Task brief:
Reproduce verbatim only the line that holds "5L8 12l10 7zM5" and the lines that follow it to the end of the listing.

───── The data ─────

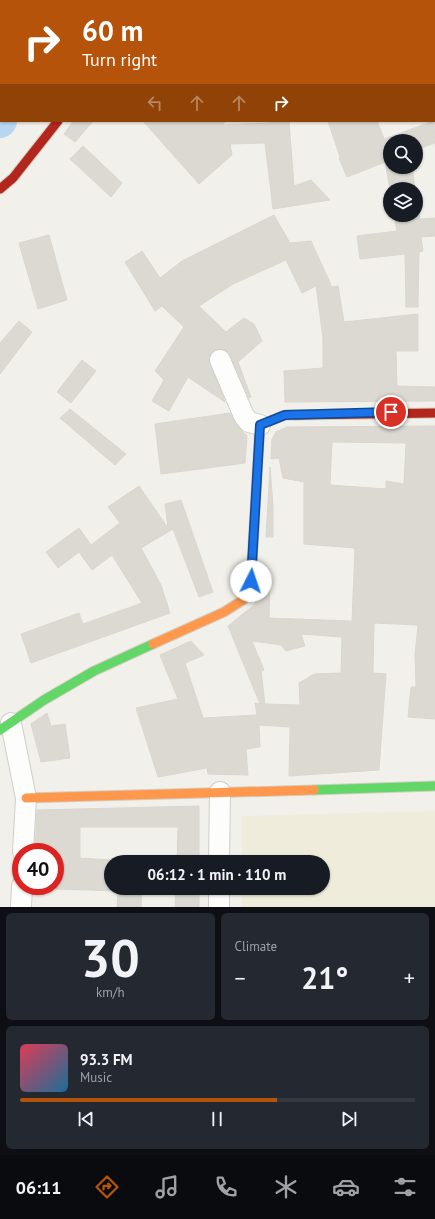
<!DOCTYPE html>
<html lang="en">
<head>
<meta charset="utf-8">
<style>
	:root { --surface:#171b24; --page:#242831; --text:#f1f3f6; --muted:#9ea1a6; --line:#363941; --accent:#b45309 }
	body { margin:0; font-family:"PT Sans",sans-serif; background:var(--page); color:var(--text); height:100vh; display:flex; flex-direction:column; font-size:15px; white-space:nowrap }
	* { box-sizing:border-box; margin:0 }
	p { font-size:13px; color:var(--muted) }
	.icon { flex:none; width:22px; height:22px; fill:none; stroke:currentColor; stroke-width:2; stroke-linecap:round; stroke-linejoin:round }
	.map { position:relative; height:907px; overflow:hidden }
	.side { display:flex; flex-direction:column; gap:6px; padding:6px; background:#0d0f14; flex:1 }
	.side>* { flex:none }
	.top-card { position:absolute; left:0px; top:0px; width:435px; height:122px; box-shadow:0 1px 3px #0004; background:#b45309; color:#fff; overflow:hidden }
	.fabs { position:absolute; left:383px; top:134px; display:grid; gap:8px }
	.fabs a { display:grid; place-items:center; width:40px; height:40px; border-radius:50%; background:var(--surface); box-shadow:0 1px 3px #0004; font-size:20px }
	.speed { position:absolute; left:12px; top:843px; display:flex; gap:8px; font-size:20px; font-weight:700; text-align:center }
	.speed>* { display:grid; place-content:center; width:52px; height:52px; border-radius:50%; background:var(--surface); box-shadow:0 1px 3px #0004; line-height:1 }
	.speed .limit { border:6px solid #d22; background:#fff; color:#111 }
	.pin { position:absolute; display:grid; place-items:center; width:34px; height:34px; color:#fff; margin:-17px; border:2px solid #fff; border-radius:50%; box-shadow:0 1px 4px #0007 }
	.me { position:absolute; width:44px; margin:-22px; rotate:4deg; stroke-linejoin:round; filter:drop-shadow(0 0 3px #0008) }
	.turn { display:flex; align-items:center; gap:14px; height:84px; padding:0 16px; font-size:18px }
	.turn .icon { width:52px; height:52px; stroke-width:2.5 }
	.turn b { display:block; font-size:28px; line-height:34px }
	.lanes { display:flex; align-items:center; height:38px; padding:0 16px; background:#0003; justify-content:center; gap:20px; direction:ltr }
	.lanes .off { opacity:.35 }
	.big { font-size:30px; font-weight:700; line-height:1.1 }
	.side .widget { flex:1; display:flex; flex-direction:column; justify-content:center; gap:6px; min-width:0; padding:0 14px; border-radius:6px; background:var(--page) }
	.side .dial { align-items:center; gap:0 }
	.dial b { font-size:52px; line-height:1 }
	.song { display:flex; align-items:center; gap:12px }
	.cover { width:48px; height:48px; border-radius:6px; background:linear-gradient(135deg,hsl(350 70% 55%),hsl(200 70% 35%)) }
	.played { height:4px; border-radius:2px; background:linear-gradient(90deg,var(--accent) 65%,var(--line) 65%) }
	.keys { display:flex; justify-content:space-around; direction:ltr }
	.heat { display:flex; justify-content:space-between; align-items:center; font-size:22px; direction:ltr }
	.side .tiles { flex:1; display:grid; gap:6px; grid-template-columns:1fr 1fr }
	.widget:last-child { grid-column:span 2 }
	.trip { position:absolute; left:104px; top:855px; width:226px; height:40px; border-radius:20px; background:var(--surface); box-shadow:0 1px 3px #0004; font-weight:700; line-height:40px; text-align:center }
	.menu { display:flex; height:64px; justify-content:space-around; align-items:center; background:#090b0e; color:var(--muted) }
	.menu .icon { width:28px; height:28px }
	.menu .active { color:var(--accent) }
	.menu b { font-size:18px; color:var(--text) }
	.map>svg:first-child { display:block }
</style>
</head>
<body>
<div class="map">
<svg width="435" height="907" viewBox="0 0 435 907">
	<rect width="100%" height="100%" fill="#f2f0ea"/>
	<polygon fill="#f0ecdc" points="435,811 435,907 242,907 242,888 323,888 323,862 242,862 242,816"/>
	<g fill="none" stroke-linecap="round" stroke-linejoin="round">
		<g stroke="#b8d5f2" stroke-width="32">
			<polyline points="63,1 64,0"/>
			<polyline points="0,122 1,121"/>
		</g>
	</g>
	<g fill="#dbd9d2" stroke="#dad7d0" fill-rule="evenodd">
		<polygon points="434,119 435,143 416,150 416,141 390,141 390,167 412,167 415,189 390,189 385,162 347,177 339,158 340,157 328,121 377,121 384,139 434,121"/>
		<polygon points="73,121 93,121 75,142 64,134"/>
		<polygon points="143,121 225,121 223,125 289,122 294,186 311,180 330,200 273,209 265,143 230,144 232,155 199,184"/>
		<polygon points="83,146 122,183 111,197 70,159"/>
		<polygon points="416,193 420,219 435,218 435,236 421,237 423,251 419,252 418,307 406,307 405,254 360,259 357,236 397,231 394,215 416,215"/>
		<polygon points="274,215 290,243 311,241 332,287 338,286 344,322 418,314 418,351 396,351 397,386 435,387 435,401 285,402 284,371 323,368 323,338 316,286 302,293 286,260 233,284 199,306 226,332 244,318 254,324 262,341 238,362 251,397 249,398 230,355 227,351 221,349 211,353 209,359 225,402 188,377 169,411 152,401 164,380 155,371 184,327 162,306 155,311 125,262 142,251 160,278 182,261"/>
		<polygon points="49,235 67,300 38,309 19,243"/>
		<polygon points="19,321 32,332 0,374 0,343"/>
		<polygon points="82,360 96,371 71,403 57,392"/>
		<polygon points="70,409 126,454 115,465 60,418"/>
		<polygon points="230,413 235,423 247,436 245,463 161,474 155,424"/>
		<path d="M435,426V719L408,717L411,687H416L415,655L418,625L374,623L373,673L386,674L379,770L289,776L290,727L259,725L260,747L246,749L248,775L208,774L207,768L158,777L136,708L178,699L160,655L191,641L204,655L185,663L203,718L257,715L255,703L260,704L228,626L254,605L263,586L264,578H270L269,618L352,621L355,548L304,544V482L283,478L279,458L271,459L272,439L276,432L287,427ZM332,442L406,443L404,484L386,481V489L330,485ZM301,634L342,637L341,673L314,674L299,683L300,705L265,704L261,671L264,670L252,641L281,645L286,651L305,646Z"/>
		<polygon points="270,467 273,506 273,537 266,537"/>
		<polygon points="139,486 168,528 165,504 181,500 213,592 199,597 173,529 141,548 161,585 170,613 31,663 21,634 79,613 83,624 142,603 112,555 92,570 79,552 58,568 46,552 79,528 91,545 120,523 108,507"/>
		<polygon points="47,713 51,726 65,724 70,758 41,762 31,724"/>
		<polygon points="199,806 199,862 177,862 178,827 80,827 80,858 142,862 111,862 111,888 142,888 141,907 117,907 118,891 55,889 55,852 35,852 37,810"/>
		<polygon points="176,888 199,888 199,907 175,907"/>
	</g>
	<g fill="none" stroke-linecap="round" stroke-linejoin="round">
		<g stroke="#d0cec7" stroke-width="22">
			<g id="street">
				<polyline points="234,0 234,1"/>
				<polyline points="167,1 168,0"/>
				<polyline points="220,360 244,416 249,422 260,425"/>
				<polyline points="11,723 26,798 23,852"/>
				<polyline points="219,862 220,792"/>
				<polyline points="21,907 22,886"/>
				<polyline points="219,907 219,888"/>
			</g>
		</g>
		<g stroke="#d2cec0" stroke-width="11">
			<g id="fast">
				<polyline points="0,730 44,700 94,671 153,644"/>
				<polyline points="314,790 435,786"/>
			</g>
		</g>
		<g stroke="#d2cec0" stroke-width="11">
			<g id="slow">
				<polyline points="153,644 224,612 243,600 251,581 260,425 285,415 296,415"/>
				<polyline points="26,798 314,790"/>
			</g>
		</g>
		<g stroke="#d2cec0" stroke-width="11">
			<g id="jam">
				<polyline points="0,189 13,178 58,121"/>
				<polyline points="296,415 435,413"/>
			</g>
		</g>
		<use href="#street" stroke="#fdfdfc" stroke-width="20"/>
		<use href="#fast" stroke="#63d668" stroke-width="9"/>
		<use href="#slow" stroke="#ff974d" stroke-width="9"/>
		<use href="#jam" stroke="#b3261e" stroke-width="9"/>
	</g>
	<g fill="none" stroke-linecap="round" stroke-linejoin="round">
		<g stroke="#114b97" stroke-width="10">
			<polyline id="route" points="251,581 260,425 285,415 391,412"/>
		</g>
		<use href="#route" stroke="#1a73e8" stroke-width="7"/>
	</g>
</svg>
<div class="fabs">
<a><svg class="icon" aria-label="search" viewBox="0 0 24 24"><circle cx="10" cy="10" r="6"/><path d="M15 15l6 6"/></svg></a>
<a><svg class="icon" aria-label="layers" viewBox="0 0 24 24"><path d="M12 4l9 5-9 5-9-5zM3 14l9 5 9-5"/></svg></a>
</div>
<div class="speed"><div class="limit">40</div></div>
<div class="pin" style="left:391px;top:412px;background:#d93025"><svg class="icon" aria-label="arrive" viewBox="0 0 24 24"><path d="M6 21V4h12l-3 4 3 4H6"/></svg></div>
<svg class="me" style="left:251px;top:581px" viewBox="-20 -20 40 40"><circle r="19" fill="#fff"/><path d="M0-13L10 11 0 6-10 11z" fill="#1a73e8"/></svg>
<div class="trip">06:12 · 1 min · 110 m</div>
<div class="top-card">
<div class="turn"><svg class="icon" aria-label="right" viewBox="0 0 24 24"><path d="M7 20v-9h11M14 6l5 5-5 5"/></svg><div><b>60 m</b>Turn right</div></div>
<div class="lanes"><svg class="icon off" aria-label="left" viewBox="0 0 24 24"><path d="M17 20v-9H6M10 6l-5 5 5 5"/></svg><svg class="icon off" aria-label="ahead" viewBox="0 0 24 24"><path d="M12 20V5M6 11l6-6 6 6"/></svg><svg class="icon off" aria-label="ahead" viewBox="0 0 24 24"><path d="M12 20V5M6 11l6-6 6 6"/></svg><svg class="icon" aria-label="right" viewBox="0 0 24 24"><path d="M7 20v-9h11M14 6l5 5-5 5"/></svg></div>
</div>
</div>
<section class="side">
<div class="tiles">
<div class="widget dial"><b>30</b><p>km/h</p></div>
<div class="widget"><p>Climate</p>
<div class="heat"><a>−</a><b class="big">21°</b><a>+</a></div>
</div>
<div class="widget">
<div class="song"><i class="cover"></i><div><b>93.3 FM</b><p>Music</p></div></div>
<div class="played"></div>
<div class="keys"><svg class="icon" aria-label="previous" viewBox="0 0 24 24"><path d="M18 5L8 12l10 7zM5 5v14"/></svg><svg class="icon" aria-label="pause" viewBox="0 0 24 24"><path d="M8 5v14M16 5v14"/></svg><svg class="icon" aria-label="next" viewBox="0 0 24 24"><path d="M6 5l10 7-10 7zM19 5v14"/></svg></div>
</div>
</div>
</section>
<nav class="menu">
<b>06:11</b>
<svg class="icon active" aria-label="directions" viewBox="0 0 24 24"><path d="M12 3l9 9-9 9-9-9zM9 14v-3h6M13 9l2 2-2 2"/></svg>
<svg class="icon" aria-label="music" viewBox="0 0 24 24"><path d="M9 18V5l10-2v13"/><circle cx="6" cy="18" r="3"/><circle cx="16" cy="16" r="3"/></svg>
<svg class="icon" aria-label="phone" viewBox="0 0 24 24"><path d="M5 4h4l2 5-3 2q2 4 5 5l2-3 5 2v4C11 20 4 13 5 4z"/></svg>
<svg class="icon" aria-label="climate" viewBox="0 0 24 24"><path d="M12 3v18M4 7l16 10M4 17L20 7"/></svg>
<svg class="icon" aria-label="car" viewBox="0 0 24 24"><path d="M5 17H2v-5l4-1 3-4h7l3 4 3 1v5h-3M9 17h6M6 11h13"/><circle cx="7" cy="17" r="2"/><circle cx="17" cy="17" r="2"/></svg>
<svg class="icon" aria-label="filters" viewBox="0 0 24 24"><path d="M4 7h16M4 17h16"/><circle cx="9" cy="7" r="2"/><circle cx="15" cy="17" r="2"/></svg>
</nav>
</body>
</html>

─────

Exercise result:
<div class="keys"><svg class="icon" aria-label="previous" viewBox="0 0 24 24"><path d="M18 5L8 12l10 7zM5 5v14"/></svg><svg class="icon" aria-label="pause" viewBox="0 0 24 24"><path d="M8 5v14M16 5v14"/></svg><svg class="icon" aria-label="next" viewBox="0 0 24 24"><path d="M6 5l10 7-10 7zM19 5v14"/></svg></div>
</div>
</div>
</section>
<nav class="menu">
<b>06:11</b>
<svg class="icon active" aria-label="directions" viewBox="0 0 24 24"><path d="M12 3l9 9-9 9-9-9zM9 14v-3h6M13 9l2 2-2 2"/></svg>
<svg class="icon" aria-label="music" viewBox="0 0 24 24"><path d="M9 18V5l10-2v13"/><circle cx="6" cy="18" r="3"/><circle cx="16" cy="16" r="3"/></svg>
<svg class="icon" aria-label="phone" viewBox="0 0 24 24"><path d="M5 4h4l2 5-3 2q2 4 5 5l2-3 5 2v4C11 20 4 13 5 4z"/></svg>
<svg class="icon" aria-label="climate" viewBox="0 0 24 24"><path d="M12 3v18M4 7l16 10M4 17L20 7"/></svg>
<svg class="icon" aria-label="car" viewBox="0 0 24 24"><path d="M5 17H2v-5l4-1 3-4h7l3 4 3 1v5h-3M9 17h6M6 11h13"/><circle cx="7" cy="17" r="2"/><circle cx="17" cy="17" r="2"/></svg>
<svg class="icon" aria-label="filters" viewBox="0 0 24 24"><path d="M4 7h16M4 17h16"/><circle cx="9" cy="7" r="2"/><circle cx="15" cy="17" r="2"/></svg>
</nav>
</body>
</html>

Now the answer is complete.